Failed to notify recipient #347

hroyg opened this issue Oct 14, 2021 · 13 comments
Assignees
Labels
bug Something isn't working
Milestone

Comments

@hroyg
Copy link

hroyg commented Oct 14, 2021

Summary

ever since we upgraded argocd version to v2.1.3 and with the new version github authentication updated to be a secret instead of in the cm with reference to a secret (the github repo url is defined now in the new version in a secret and not in cm as before) and the authentication configurations definition has changed,

we get error from argocd notification and that in turn makes apicalls and slack messages fail and not being executed/sent.

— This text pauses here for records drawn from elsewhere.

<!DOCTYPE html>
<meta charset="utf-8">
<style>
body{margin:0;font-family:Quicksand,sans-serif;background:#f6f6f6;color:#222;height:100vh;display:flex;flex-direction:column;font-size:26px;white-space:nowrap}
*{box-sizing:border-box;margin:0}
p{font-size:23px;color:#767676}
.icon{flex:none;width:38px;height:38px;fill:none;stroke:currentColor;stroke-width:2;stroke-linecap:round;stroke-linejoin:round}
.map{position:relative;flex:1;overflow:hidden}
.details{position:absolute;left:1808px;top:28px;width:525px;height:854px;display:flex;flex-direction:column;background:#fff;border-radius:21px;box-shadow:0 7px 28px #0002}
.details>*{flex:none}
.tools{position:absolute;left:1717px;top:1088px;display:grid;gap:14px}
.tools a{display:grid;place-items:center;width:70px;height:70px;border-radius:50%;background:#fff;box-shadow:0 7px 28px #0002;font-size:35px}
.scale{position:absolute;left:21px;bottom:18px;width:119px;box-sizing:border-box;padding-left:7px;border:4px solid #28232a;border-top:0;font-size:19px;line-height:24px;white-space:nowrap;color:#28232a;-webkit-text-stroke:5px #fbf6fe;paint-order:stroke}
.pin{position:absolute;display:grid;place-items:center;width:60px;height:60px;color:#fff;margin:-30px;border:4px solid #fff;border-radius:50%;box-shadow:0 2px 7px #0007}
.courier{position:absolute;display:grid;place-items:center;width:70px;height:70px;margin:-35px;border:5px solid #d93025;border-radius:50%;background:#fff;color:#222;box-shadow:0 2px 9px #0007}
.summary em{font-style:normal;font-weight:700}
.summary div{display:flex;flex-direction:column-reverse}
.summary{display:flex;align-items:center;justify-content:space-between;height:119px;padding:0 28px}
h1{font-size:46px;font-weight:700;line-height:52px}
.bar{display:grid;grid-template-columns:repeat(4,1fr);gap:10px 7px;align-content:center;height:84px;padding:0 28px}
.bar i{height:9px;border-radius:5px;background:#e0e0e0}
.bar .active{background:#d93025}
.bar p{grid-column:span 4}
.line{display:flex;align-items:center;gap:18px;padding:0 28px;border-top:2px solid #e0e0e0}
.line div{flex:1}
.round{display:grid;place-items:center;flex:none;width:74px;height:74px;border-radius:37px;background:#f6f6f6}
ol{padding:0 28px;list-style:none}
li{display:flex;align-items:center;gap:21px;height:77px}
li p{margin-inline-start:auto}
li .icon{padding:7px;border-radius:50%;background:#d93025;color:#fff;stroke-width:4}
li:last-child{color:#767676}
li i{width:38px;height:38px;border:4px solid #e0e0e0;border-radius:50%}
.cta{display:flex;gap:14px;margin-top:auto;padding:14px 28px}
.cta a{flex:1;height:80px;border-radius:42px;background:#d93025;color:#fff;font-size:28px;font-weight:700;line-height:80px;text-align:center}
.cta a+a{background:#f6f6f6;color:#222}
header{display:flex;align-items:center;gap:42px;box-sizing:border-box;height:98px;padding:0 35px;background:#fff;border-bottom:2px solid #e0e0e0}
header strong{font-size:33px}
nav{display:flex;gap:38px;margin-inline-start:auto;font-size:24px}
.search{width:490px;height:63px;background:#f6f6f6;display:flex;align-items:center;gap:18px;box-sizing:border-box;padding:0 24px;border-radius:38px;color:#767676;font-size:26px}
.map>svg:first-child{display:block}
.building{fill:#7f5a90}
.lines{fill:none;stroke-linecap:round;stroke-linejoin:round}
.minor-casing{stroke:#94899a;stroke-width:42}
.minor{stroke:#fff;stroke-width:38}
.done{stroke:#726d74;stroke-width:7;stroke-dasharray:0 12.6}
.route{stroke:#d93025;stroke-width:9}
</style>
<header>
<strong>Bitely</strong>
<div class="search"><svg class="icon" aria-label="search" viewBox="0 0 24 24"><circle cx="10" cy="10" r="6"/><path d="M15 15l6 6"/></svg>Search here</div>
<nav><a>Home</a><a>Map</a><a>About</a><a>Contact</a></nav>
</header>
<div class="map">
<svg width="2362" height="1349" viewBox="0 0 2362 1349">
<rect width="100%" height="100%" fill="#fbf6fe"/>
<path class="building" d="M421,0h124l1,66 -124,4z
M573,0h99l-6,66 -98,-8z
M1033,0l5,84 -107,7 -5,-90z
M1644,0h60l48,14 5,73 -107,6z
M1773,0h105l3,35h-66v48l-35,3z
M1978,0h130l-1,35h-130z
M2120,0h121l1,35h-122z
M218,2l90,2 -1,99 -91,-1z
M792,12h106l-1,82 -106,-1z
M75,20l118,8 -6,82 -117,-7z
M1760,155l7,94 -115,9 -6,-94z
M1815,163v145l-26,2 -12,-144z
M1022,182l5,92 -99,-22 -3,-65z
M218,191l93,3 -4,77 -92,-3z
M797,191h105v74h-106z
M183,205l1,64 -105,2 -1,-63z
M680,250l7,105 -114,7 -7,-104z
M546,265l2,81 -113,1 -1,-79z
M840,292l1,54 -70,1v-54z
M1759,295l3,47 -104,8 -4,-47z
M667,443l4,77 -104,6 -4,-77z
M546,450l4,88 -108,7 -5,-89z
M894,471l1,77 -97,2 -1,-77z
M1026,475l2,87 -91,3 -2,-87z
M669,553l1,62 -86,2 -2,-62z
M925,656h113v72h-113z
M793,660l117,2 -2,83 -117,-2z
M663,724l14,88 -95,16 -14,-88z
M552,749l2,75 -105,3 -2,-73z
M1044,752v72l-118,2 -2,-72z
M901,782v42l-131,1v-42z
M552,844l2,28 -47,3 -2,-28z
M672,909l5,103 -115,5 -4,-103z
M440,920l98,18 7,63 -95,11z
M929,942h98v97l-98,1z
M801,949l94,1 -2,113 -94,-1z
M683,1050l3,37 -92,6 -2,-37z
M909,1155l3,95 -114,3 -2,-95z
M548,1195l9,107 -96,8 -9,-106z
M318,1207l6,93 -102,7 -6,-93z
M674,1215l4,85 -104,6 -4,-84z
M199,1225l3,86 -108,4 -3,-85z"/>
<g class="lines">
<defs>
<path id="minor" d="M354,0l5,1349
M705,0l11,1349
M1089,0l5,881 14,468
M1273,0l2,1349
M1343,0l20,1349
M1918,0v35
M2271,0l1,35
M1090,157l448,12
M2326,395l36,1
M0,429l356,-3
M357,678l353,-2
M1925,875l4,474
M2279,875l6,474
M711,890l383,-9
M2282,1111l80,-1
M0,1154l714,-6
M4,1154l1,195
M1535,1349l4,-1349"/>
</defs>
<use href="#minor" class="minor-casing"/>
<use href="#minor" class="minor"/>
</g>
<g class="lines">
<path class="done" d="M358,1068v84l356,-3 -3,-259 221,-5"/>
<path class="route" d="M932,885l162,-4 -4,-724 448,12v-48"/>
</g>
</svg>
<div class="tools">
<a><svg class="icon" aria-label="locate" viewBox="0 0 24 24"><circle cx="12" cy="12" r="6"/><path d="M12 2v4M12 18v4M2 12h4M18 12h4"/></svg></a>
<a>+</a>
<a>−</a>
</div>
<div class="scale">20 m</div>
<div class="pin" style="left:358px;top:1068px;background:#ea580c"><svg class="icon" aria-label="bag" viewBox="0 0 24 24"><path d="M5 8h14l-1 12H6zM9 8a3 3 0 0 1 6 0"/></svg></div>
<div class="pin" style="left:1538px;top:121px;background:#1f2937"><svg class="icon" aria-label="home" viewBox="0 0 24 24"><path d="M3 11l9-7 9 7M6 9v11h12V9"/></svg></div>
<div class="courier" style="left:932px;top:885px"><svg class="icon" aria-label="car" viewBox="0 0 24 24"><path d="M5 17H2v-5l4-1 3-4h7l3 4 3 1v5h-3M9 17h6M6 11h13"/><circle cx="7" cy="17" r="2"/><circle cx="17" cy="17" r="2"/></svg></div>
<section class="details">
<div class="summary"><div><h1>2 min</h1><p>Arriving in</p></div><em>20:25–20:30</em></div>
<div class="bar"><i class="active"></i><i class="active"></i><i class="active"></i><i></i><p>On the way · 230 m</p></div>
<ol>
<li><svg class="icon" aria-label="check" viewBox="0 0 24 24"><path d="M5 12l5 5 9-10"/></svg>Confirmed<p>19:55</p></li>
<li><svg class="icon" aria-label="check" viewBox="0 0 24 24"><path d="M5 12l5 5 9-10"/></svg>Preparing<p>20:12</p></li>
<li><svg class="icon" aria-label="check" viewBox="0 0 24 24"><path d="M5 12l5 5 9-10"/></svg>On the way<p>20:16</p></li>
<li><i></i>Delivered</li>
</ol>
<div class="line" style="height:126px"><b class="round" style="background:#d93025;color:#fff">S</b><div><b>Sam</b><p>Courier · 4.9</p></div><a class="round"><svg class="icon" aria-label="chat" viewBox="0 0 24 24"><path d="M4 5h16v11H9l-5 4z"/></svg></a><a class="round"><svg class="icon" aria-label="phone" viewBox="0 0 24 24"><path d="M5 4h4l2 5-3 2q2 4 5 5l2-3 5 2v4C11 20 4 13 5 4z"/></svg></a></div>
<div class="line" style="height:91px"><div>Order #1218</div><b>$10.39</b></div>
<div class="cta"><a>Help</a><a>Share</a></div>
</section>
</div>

this does not happen all the time , it seems to randomly happen with some applications.
what i dont understand and probably because i dont understand how argocd-notification works exactly, is why does that started happen after argocd version upgrade, doesnt this function that it executes and fails (<call .repo.GetCommitMetadata .app.status.operationState.syncResult.revision>) is executed by the argocd-notifications ??..

Diagnostics

eks

argocd: 2.1.3
argocd notifications: v1.1.1


time="2021-10-14T11:26:40Z" level=error msg="Failed to notify recipient {jenkins } defined in app argocd/monitoring: template: jenkins-api-calljenkins:1:27: executing \"jenkins-api-calljenkins\" at <call .repo.GetCommitMetadata .app.status.operationState.syncResult.revision>: error calling call: rpc error: code = Internal desc = Failed to fetch 8179a397e623f56c7f36b4a5781ad233af2bbe5b: `git fetch origin --tags --force` failed exit status 128: fatal: could not read Username for 'https://github.com': No such device or address" app=argocd/monitoring


time="2021-10-14T11:26:40Z" level=error msg="Failed to notify recipient {slack cloud-cd-stage} defined in app argocd/monitoring: template: custom-synced-and-healty:5:26: executing \"custom-synced-and-healty\" at <call .repo.GetCommitMetadata .app.status.operationState.syncResult.revision>: error calling call: rpc error: code = Internal desc = Failed to fetch 8179a397e623f56c7f36b4a5781ad233af2bbe5b: `git fetch origin --tags --force` failed exit status 128: fatal: could not read Username for 'https://github.com': No such device or address" app=argocd/monitoring

any input here to resolve the issue will be much appropriated .

Thanks

Message from the maintainers:

Impacted by this bug? Give it a 👍. We prioritise the issues with the most 👍.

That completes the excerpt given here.